WHAT NEEDS TO BE DONE.
Images should be omitted while the rest of the data is duplicated exactly.

SUPPLIED DATA.
***
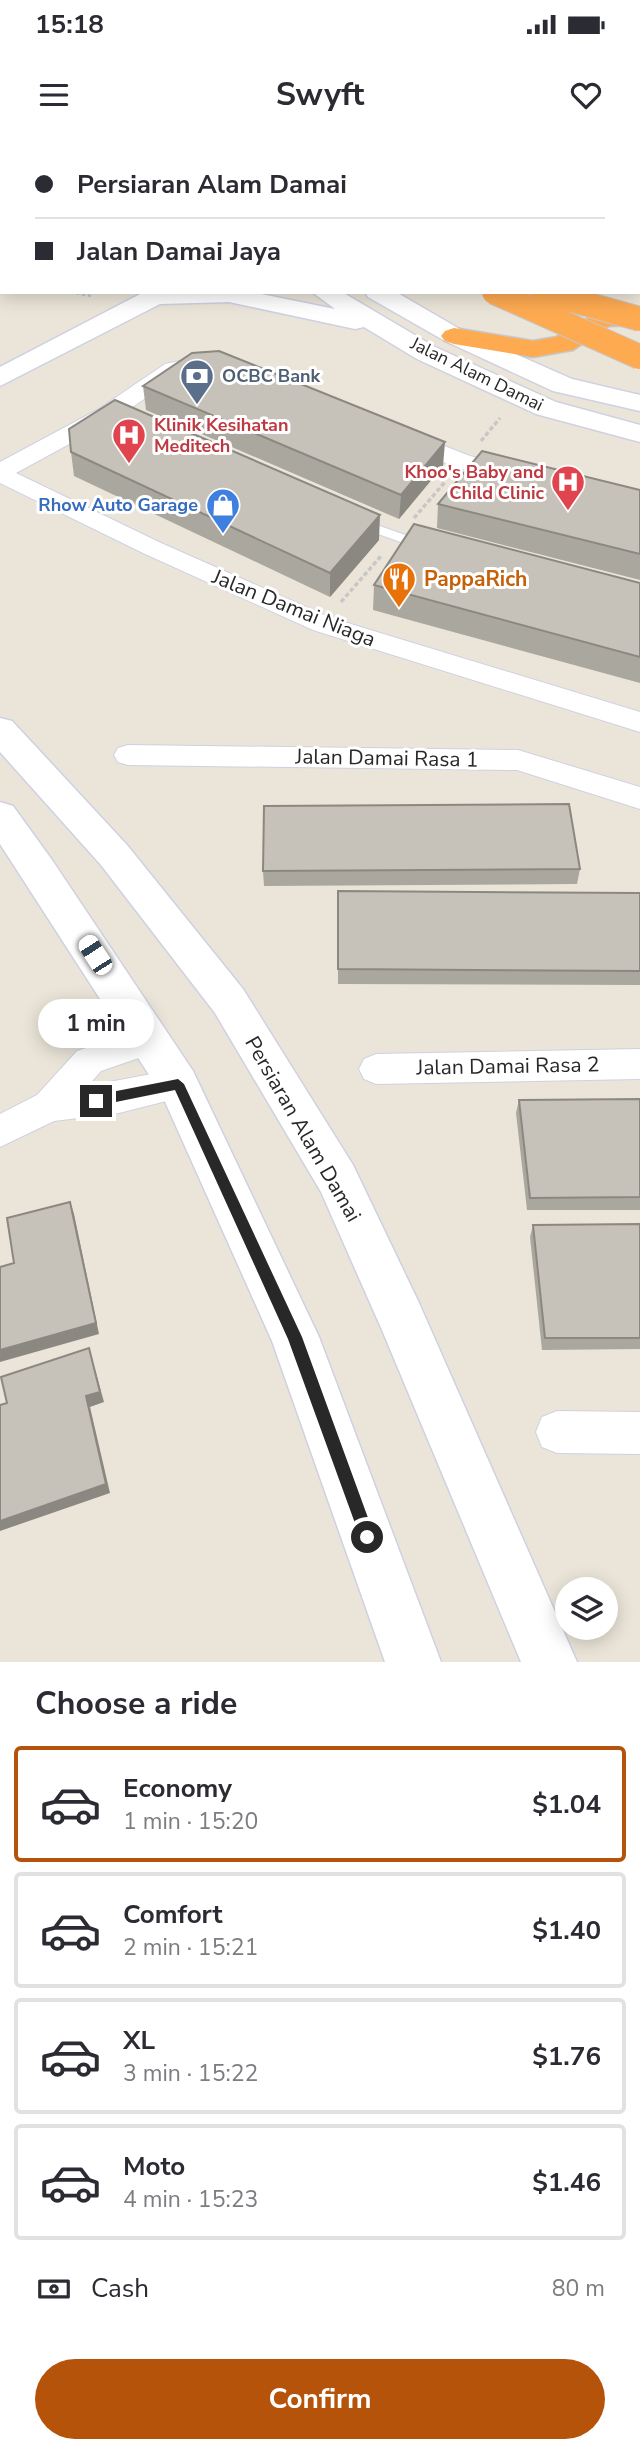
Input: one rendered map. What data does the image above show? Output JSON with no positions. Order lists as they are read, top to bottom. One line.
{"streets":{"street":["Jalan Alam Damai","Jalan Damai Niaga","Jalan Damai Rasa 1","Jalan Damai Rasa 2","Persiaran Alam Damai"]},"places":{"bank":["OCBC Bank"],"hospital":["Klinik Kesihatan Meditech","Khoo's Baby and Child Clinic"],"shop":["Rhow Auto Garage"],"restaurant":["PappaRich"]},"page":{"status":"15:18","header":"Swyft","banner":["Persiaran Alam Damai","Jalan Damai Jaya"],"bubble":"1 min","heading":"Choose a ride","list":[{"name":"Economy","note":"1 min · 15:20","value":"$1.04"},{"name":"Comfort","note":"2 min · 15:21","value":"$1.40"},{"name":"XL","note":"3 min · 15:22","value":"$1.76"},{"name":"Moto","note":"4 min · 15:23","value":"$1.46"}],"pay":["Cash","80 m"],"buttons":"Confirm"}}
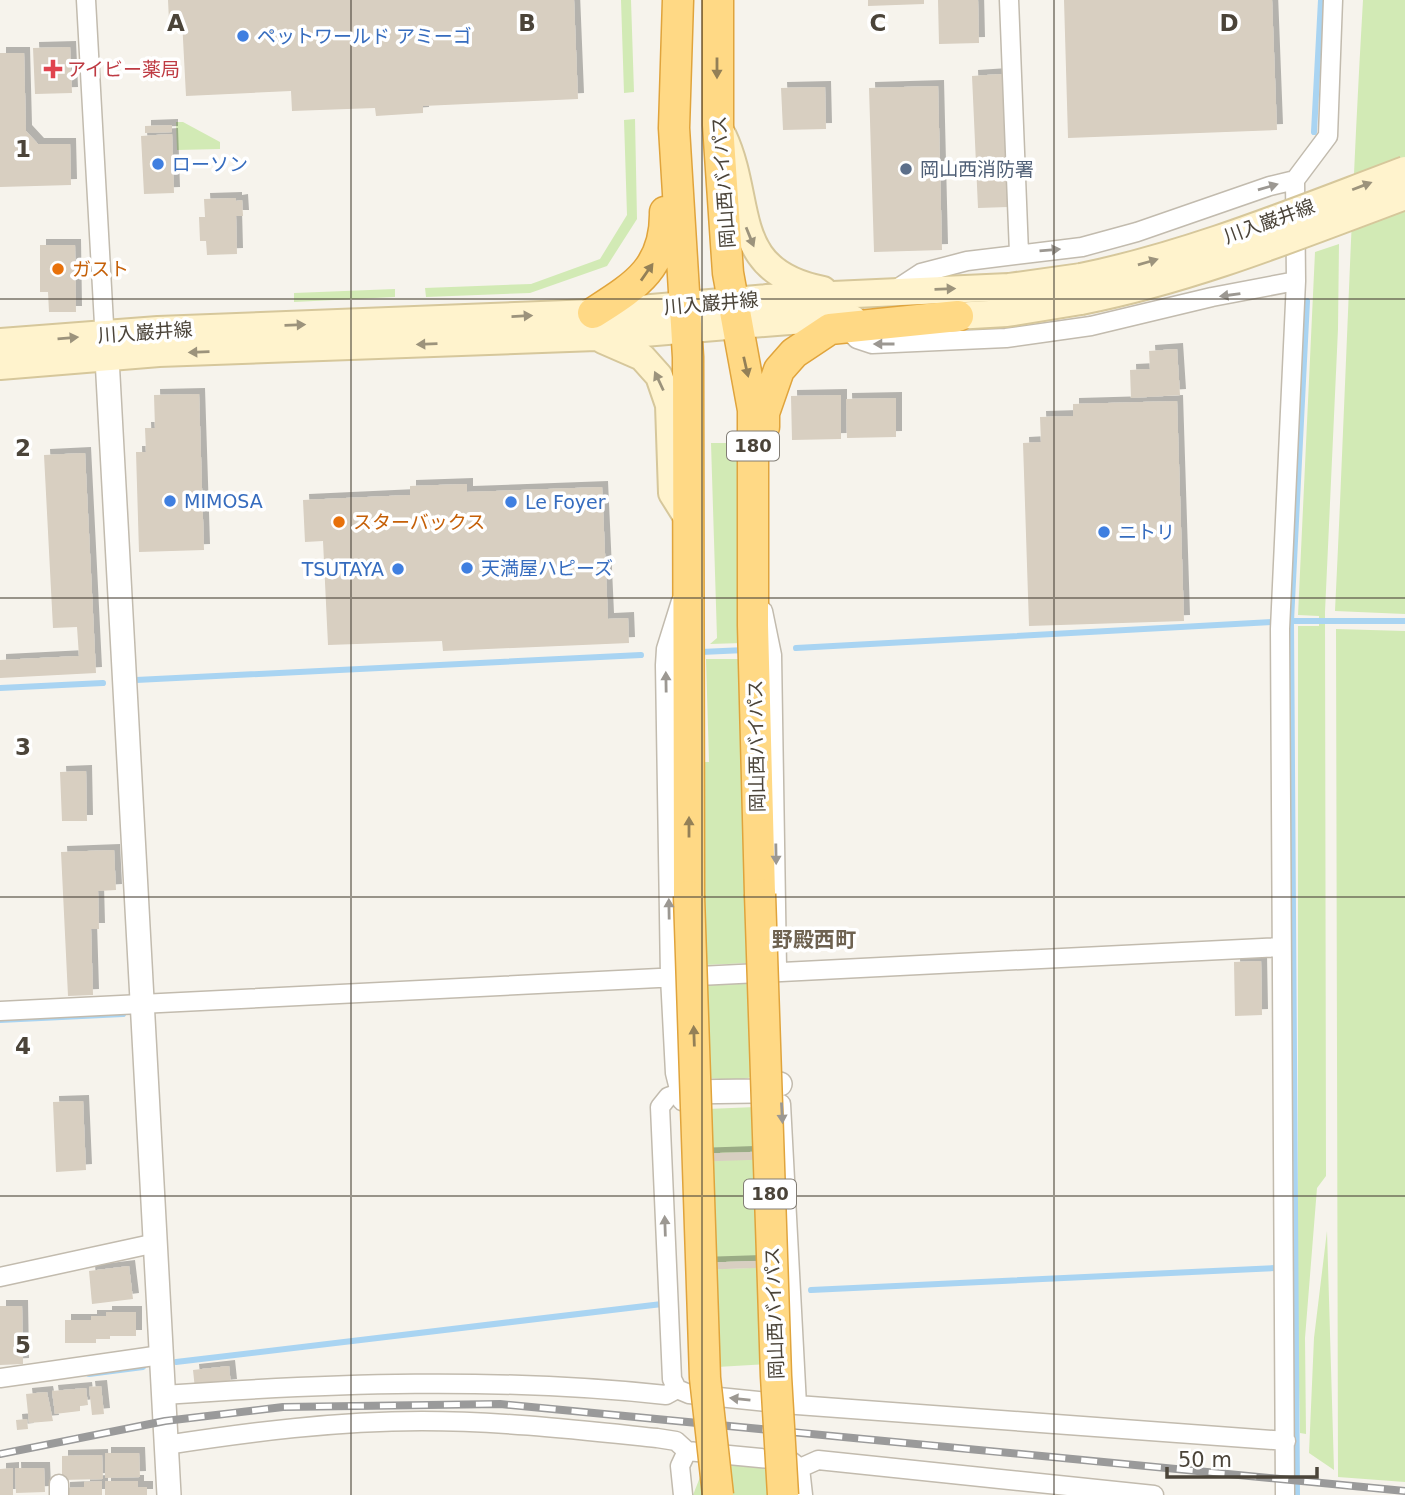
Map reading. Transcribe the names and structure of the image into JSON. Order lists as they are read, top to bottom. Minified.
***
ANSWER TO THE PROBLEM.
Input: one rendered map. What data does the image above show? Output JSON with no positions. Order lists as they are read, top to bottom. One line.
{"streets":{"street":["Jalan Alam Damai","Jalan Damai Niaga","Jalan Damai Rasa 1","Jalan Damai Rasa 2","Persiaran Alam Damai"]},"places":{"bank":["OCBC Bank"],"hospital":["Klinik Kesihatan Meditech","Khoo's Baby and Child Clinic"],"shop":["Rhow Auto Garage"],"restaurant":["PappaRich"]},"page":{"status":"15:18","header":"Swyft","banner":["Persiaran Alam Damai","Jalan Damai Jaya"],"bubble":"1 min","heading":"Choose a ride","list":[{"name":"Economy","note":"1 min · 15:20","value":"$1.04"},{"name":"Comfort","note":"2 min · 15:21","value":"$1.40"},{"name":"XL","note":"3 min · 15:22","value":"$1.76"},{"name":"Moto","note":"4 min · 15:23","value":"$1.46"}],"pay":["Cash","80 m"],"buttons":"Confirm"}}
Map reading. Transcribe the names and structure of the image into JSON. Order lists as they are read, top to bottom. Minified.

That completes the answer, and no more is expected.